I was back at it yesterday. I had another load of gravel delivered to the bridge. I focused on getting the cement bag retaining wall started at the outlet end, so I could backfill with gravel. First I dug out a space under the end of the pipes that was wide enough for two bags. I removed about 4 inches of gravel and less than 4 inches of dirt before hitting bedrock on the pipe on the left, and the pipe on the right was already at bedrock when I spread about 6 inches of gravel on it so all I had to do was pull that out.

Then I started moving cement bags. I am going to include a picture of how I stored them on the site for the last month, because I was very happy about how they held up. I was worried about getting moisture from the ground and air into the bags. IT has been very humid and we have had a few hard rains. Overall it has been dry the last month so I think part of this was just luck. I covered the entire stack of cement (10 Pallets) with black plastic and used gorilla tape to keep it tight on there. I had already started opening it on the right hand side when I decided to take a picture.
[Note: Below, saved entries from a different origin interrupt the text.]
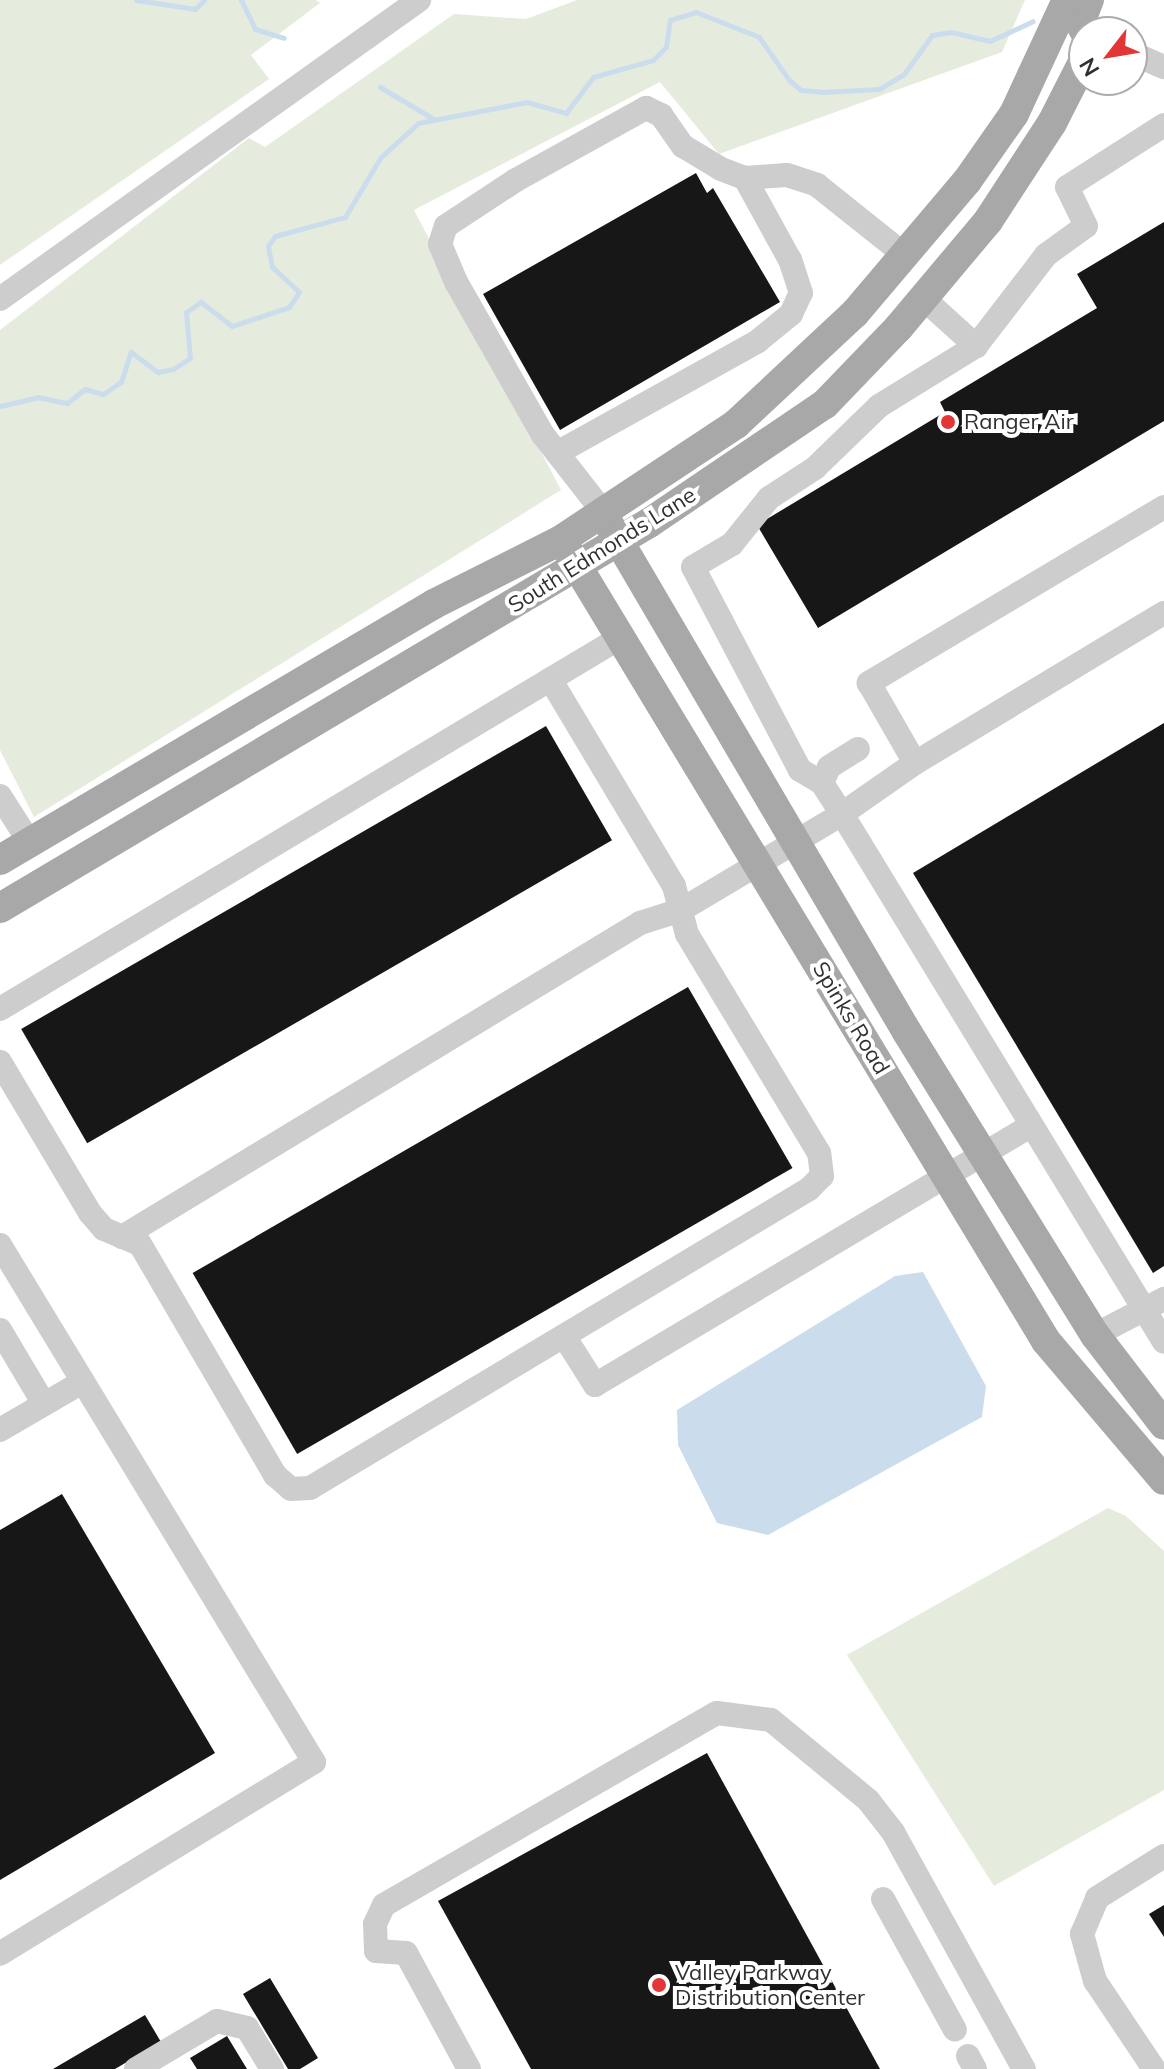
<!DOCTYPE html>
<html>
<head>
<meta charset="utf-8">
<style>
  body { margin:0 }
  #map { position:relative; width:1164px; height:2069px; overflow:hidden; background:#fff; font-family:Mulish,sans-serif }
  div>[style] { position:absolute }
  .green>* { inset:0; background:#e5ecde }
  .water>* { inset:0; background:#cbddec }
  .stream>* { height:5px; margin:-2.5px; padding:0 2.5px; transform-origin:2.5px; border-radius:2.5px; background:#cbddec }
  .building>* { inset:0; background:#171717; transform-origin:0 0 }
  .minor>* { height:24px; margin:-12px; padding:0 12px; transform-origin:12px; border-radius:12px; background:#cdcdcd }
  .major>* { height:30px; margin:-15px; padding:0 15px; transform-origin:15px; border-radius:15px; background:#a8a8a8 }
  .dots>* { width:22px; height:22px; translate:-50% -50%; box-sizing:border-box; border:4px solid #fff; border-radius:50% }
  span { translate:-50% -50%; white-space:nowrap; text-align:center; line-height:1.15; -webkit-text-stroke:8px #fff; paint-order:stroke }
  .poi-label { font-size:22px; color:#303030 }
  .left { translate:0 -50%; text-align:left }
  .street-label { font-size:22px; color:#303030 }
  .north { position:absolute; left:1068px; top:16px; width:80px; height:80px; box-sizing:border-box; background:#fff; border:2px solid #acacac; border-radius:50%; rotate:239deg; font-size:22px; font-weight:700; line-height:32px; text-align:center; color:#303030 }
  .north::after { content:''; display:block; margin:auto; width:28px; height:36px; background:#e23637; clip-path:polygon(50% 0,100% 100%,50% 72%,0 100%) }
</style>
</head>
<body>
<div id="map">
  <div class="green">
    <i style="clip-path:polygon(0 0,316px 0,320px 3px,251px 55px,269px 79px,0 265px)"></i>
    <i style="clip-path:polygon(577px 0,1025px 0,1002px 52px,719px 154px,660px 82px,414px 210px,561px 490px,34px 817px,0 750px,0 330px,249px 138px,265px 147px,454px 14px,526px 19px)"></i>
    <i style="clip-path:polygon(1108px 1508px,1126px 1516px,1164px 1551px,1164px 1790px,994px 1886px,847px 1655px)"></i>
  </div>
  <div class="water">
    <i style="clip-path:polygon(923px 1272px,986px 1386px,982px 1417px,768px 1535px,717px 1523px,678px 1445px,677px 1410px,895px 1276px)"></i>
  </div>
  <div class="stream">
    <i style="left:136px;top:0;width:60px;rotate:8.7deg"></i>
    <i style="left:195px;top:9px;width:13px;rotate:-45deg"></i>
    <i style="left:241px;top:0;width:32px;rotate:64deg"></i>
    <i style="left:255px;top:29px;width:30px;rotate:17deg"></i>
    <i style="left:380px;top:87px;width:61px;rotate:30.8deg"></i>
    <i style="left:0;top:406px;width:39px;rotate:-13deg"></i>
    <i style="left:38px;top:397px;width:30px;rotate:12deg"></i>
    <i style="left:67px;top:403px;width:23px;rotate:-38deg"></i>
    <i style="left:85px;top:389px;width:19px;rotate:16deg"></i>
    <i style="left:103px;top:394px;width:22px;rotate:-34deg"></i>
    <i style="left:121px;top:382px;width:32px;rotate:-72deg"></i>
    <i style="left:131px;top:352px;width:34px;rotate:37deg"></i>
    <i style="left:158px;top:372px;width:15px;rotate:-11deg"></i>
    <i style="left:173px;top:369px;width:20px;rotate:-33deg"></i>
    <i style="left:190px;top:358px;width:46px;rotate:-95deg"></i>
    <i style="left:186px;top:312px;width:18px;rotate:-34deg"></i>
    <i style="left:201px;top:302px;width:39px;rotate:38deg"></i>
    <i style="left:232px;top:326px;width:60px;rotate:-18.4deg"></i>
    <i style="left:289px;top:307px;width:18px;rotate:-56deg"></i>
    <i style="left:299px;top:292px;width:37px;rotate:-137deg"></i>
    <i style="left:272px;top:267px;width:21px;rotate:-101deg"></i>
    <i style="left:268px;top:246px;width:12px;rotate:-55deg"></i>
    <i style="left:275px;top:236px;width:73px;rotate:-15.2deg"></i>
    <i style="left:345px;top:217px;width:69px;rotate:-59.3deg"></i>
    <i style="left:380px;top:158px;width:52px;rotate:-42.6deg"></i>
    <i style="left:418px;top:123px;width:111px;rotate:-10.9deg"></i>
    <i style="left:527px;top:102px;width:41px;rotate:15.8deg"></i>
    <i style="left:566px;top:113px;width:45px;rotate:-53.1deg"></i>
    <i style="left:593px;top:77px;width:62px;rotate:-15.8deg"></i>
    <i style="left:653px;top:60px;width:18px;rotate:-45deg"></i>
    <i style="left:666px;top:47px;width:27px;rotate:-82deg"></i>
    <i style="left:670px;top:20px;width:27px;rotate:-17deg"></i>
    <i style="left:696px;top:12px;width:68px;rotate:21.6deg"></i>
    <i style="left:759px;top:37px;width:52px;rotate:55.1deg"></i>
    <i style="left:789px;top:80px;width:16px;rotate:40deg"></i>
    <i style="left:801px;top:90px;width:21px;rotate:5deg"></i>
    <i style="left:822px;top:92px;width:57px;rotate:-3deg"></i>
    <i style="left:879px;top:89px;width:29px;rotate:-31deg"></i>
    <i style="left:904px;top:74px;width:48px;rotate:-54.3deg"></i>
    <i style="left:932px;top:35px;width:19px;rotate:-9deg"></i>
    <i style="left:951px;top:32px;width:40px;rotate:13deg"></i>
    <i style="left:990px;top:41px;width:47px;rotate:-24.9deg"></i>
  </div>
  <div class="building">
    <i style="clip-path:polygon(696px 173px,707px 193px,713px 188px,780px 302px,560px 430px,483px 294px)"></i>
    <i style="clip-path:polygon(1164px 222px,1164px 421px,818px 628px,757px 525px,945px 412px,940px 402px,1097px 308px,1077px 274px)"></i>
    <i style="clip-path:polygon(1164px 723px,1164px 1266px,1153px 1273px,913px 873px)"></i>
    <i style="left:546px;top:726px;width:132px;height:606px;rotate:60deg"></i>
    <i style="left:688px;top:987px;width:209px;height:572px;rotate:60deg"></i>
    <i style="clip-path:polygon(62px 1494px,215px 1753px,0 1880px,0 1530px)"></i>
    <i style="clip-path:polygon(707px 1753px,880px 2069px,531px 2069px,438px 1901px)"></i>
    <i style="clip-path:polygon(1164px 1905px,1164px 1937px,1149px 1914px)"></i>
    <i style="clip-path:polygon(270px 1978px,318px 2058px,300px 2069px,288px 2069px,243px 1994px)"></i>
    <i style="clip-path:polygon(145px 2015px,161px 2042px,115px 2069px,53px 2069px)"></i>
    <i style="clip-path:polygon(227px 2036px,247px 2069px,197px 2069px,190px 2058px)"></i>
  </div>
  <div class="minor">
    <i style="left:1132px;top:53px;width:35px;rotate:24deg"></i>
    <i style="left:923px;top:298px;width:72px;rotate:42.2deg"></i>
    <i style="left:0;top:299px;width:515px;rotate:-35.51deg"></i>
    <i style="left:557px;top:453px;width:230px;rotate:-29.1deg"></i>
    <i style="left:758px;top:341px;width:43px;rotate:-39.3deg"></i>
    <i style="left:791px;top:314px;width:23px;rotate:-65deg"></i>
    <i style="left:801px;top:293px;width:35px;rotate:-108deg"></i>
    <i style="left:790px;top:260px;width:94px;rotate:-118.8deg"></i>
    <i style="left:1164px;top:507px;width:344px;rotate:149.2deg"></i>
    <i style="left:869px;top:683px;width:92px;rotate:60.1deg"></i>
    <i style="left:915px;top:763px;width:89px;rotate:145.1deg"></i>
    <i style="left:842px;top:814px;width:618px;rotate:58.62deg"></i>
    <i style="left:604px;top:513px;width:99px;rotate:-128deg"></i>
    <i style="left:543px;top:435px;width:176px;rotate:-119.6deg"></i>
    <i style="left:456px;top:282px;width:41px;rotate:-112.8deg"></i>
    <i style="left:440px;top:244px;width:19px;rotate:-72deg"></i>
    <i style="left:446px;top:226px;width:84px;rotate:-33.3deg"></i>
    <i style="left:516px;top:180px;width:149px;rotate:-29deg"></i>
    <i style="left:646px;top:108px;width:17px;rotate:25deg"></i>
    <i style="left:661px;top:115px;width:38px;rotate:55deg"></i>
    <i style="left:683px;top:146px;width:44px;rotate:31.2deg"></i>
    <i style="left:721px;top:169px;width:26px;rotate:21deg"></i>
    <i style="left:745px;top:178px;width:42px;rotate:-4.1deg"></i>
    <i style="left:787px;top:175px;width:32px;rotate:18deg"></i>
    <i style="left:817px;top:185px;width:114px;rotate:38.6deg"></i>
    <i style="left:915px;top:763px;width:291px;rotate:-31.1deg"></i>
    <i style="left:822px;top:783px;width:17px;rotate:-66deg"></i>
    <i style="left:829px;top:767px;width:34px;rotate:-32deg"></i>
    <i style="left:0;top:796px;width:56px;rotate:57.4deg"></i>
    <i style="left:0;top:1009px;width:724px;rotate:-30.92deg"></i>
    <i style="left:0;top:1062px;width:176px;rotate:59.2deg"></i>
    <i style="left:90px;top:1213px;width:21px;rotate:49deg"></i>
    <i style="left:104px;top:1229px;width:39px;rotate:23deg"></i>
    <i style="left:140px;top:1244px;width:268px;rotate:59.7deg"></i>
    <i style="left:275px;top:1475px;width:21px;rotate:41deg"></i>
    <i style="left:291px;top:1489px;width:19px;rotate:-3deg"></i>
    <i style="left:310px;top:1488px;width:582px;rotate:-30.93deg"></i>
    <i style="left:809px;top:1189px;width:18px;rotate:-45deg"></i>
    <i style="left:822px;top:1176px;width:23px;rotate:-97deg"></i>
    <i style="left:819px;top:1153px;width:256px;rotate:-121.1deg"></i>
    <i style="left:687px;top:934px;width:50px;rotate:-105.2deg"></i>
    <i style="left:674px;top:886px;width:241px;rotate:-120.9deg"></i>
    <i style="left:122px;top:1237px;width:606px;rotate:-31.22deg"></i>
    <i style="left:640px;top:923px;width:43px;rotate:-17.6deg"></i>
    <i style="left:681px;top:910px;width:187px;rotate:-30.8deg"></i>
    <i style="left:842px;top:814px;width:37px;rotate:-123deg"></i>
    <i style="left:822px;top:783px;width:26px;rotate:-149deg"></i>
    <i style="left:800px;top:770px;width:229px;rotate:-117.8deg"></i>
    <i style="left:693px;top:567px;width:45px;rotate:-30.5deg"></i>
    <i style="left:732px;top:544px;width:59px;rotate:-51.2deg"></i>
    <i style="left:769px;top:498px;width:55px;rotate:-33.1deg"></i>
    <i style="left:815px;top:468px;width:89px;rotate:-44.1deg"></i>
    <i style="left:879px;top:406px;width:114px;rotate:-31.7deg"></i>
    <i style="left:976px;top:346px;width:115px;rotate:-52.4deg"></i>
    <i style="left:1046px;top:255px;width:49px;rotate:-35.9deg"></i>
    <i style="left:1086px;top:226px;width:43px;rotate:-116deg"></i>
    <i style="left:1067px;top:187px;width:115px;rotate:-32.6deg"></i>
    <i style="left:0;top:1245px;width:605px;rotate:58.73deg"></i>
    <i style="left:314px;top:1762px;width:368px;rotate:148.6deg"></i>
    <i style="left:0;top:1330px;width:86px;rotate:59.3deg"></i>
    <i style="left:1095px;top:1335px;width:78px;rotate:-27.6deg"></i>
    <i style="left:564px;top:1336px;width:58px;rotate:57.7deg"></i>
    <i style="left:595px;top:1385px;width:508px;rotate:-30.75deg"></i>
    <i style="left:0;top:1430px;width:95px;rotate:-30.3deg"></i>
    <i style="left:883px;top:1899px;width:149px;rotate:61.2deg"></i>
    <i style="left:968px;top:2056px;width:15px;rotate:62deg"></i>
    <i style="left:136px;top:2069px;width:94px;rotate:-30.7deg"></i>
    <i style="left:217px;top:2021px;width:31px;rotate:13deg"></i>
    <i style="left:247px;top:2028px;width:48px;rotate:58.6deg"></i>
    <i style="left:469px;top:2069px;width:132px;rotate:-118.5deg"></i>
    <i style="left:406px;top:1953px;width:30px;rotate:-176deg"></i>
    <i style="left:376px;top:1951px;width:27px;rotate:-92deg"></i>
    <i style="left:375px;top:1924px;width:21px;rotate:-65deg"></i>
    <i style="left:384px;top:1905px;width:384px;rotate:-30deg"></i>
    <i style="left:717px;top:1713px;width:54px;rotate:7.4deg"></i>
    <i style="left:771px;top:1720px;width:126px;rotate:39.5deg"></i>
    <i style="left:868px;top:1800px;width:41px;rotate:52deg"></i>
    <i style="left:893px;top:1832px;width:271px;rotate:61.1deg"></i>
    <i style="left:1154px;top:2069px;width:106px;rotate:-123.8deg"></i>
    <i style="left:1095px;top:1981px;width:49px;rotate:-105.5deg"></i>
    <i style="left:1082px;top:1934px;width:39px;rotate:-67deg"></i>
    <i style="left:1097px;top:1898px;width:79px;rotate:-32.1deg"></i>
  </div>
  <div class="major">
    <i style="left:1085px;top:32px;width:10px;rotate:-119deg"></i>
    <i style="left:1080px;top:23px;width:25px;rotate:-69deg"></i>
    <i style="left:610px;top:526px;width:587px;rotate:59.59deg"></i>
    <i style="left:907px;top:1032px;width:357px;rotate:58.2deg"></i>
    <i style="left:1095px;top:1335px;width:113px;rotate:52.5deg"></i>
    <i style="left:568px;top:551px;width:923px;rotate:58.82deg"></i>
    <i style="left:1046px;top:1341px;width:182px;rotate:49.7deg"></i>
    <i style="left:0;top:860px;width:504px;rotate:-30.53deg"></i>
    <i style="left:434px;top:604px;width:142px;rotate:-26.7deg"></i>
    <i style="left:561px;top:540px;width:210px;rotate:-33.5deg"></i>
    <i style="left:736px;top:424px;width:163px;rotate:-43deg"></i>
    <i style="left:855px;top:313px;width:173px;rotate:-49.7deg"></i>
    <i style="left:967px;top:181px;width:82px;rotate:-55deg"></i>
    <i style="left:1014px;top:114px;width:126px;rotate:-65.1deg"></i>
    <i style="left:0;top:908px;width:755px;rotate:-30.68deg"></i>
    <i style="left:649px;top:523px;width:212px;rotate:-34.1deg"></i>
    <i style="left:825px;top:404px;width:107px;rotate:-46.1deg"></i>
    <i style="left:899px;top:327px;width:138px;rotate:-50deg"></i>
    <i style="left:988px;top:221px;width:117px;rotate:-56.9deg"></i>
    <i style="left:1052px;top:123px;width:71px;rotate:-63.1deg"></i>
  </div>
  <div class="dots">
    <i style="left:948px;top:422px;background:#e23637"></i>
    <i style="left:659px;top:1985px;background:#e23637"></i>
  </div>
  <div class="poi-label">
    <span class="left" style="left:964px;top:422px">Ranger Air</span>
    <span class="left" style="left:675px;top:1985px">Valley Parkway<br>Distribution Center</span>
  </div>
  <div class="street-label">
    <span style="left:602px;top:550px;rotate:-32deg">South Edmonds Lane</span>
    <span style="left:851px;top:1018px;rotate:59deg">Spinks Road</span>
  </div>
  <div class="north">N</div>
</div>
</body>
</html>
There were about 48 bags per pallet. 80Lbs each. My tractor can pick that up but the whole thing was bouncy. Part of that is the springiness of the pallet forks. I didn't like how it felt, so I offloaded 2 loads of 12-14 bags to my Bobcat UTV and moved them to the bridge. Getting the bags from the road, down to where I wanted to use them was a chore. I had brought a large plastic sled with me thinking I might have to load 2 bags at time and drag them down the hill of gravel. I decided that was going to be too much work, so I knocked down a few more trees on the hill and built up some dirt so I could get the excavator close enough to dump the bags as gently as possible onto the ground right in front of the work area.

Some of the bags were broken before coming off the pallet. I set those aside for later. dumping the bags resulted in about %20 bags breaking. Broken bags were placed on the inside stack and severely broken bags were left on the ground and the cement was shoveled behind the stacks, and mixed in with the gravel backfill.
Having to move the bags 3 times was not a lot of fun. I got thru 2 pallets yesterday and backfilled up to the level of the stack wall.


On the far left of wall you can see a little zigzag pattern that I did because I wanted to incorporate a natural protrusion in the bedrock, into the wall. As I go up, there is a large ridge sticking out that will work well to keeping the wall locked in place.
My wife and kids are going to be out there today....I don't know if the boys can lift those bags, but we are going to find out.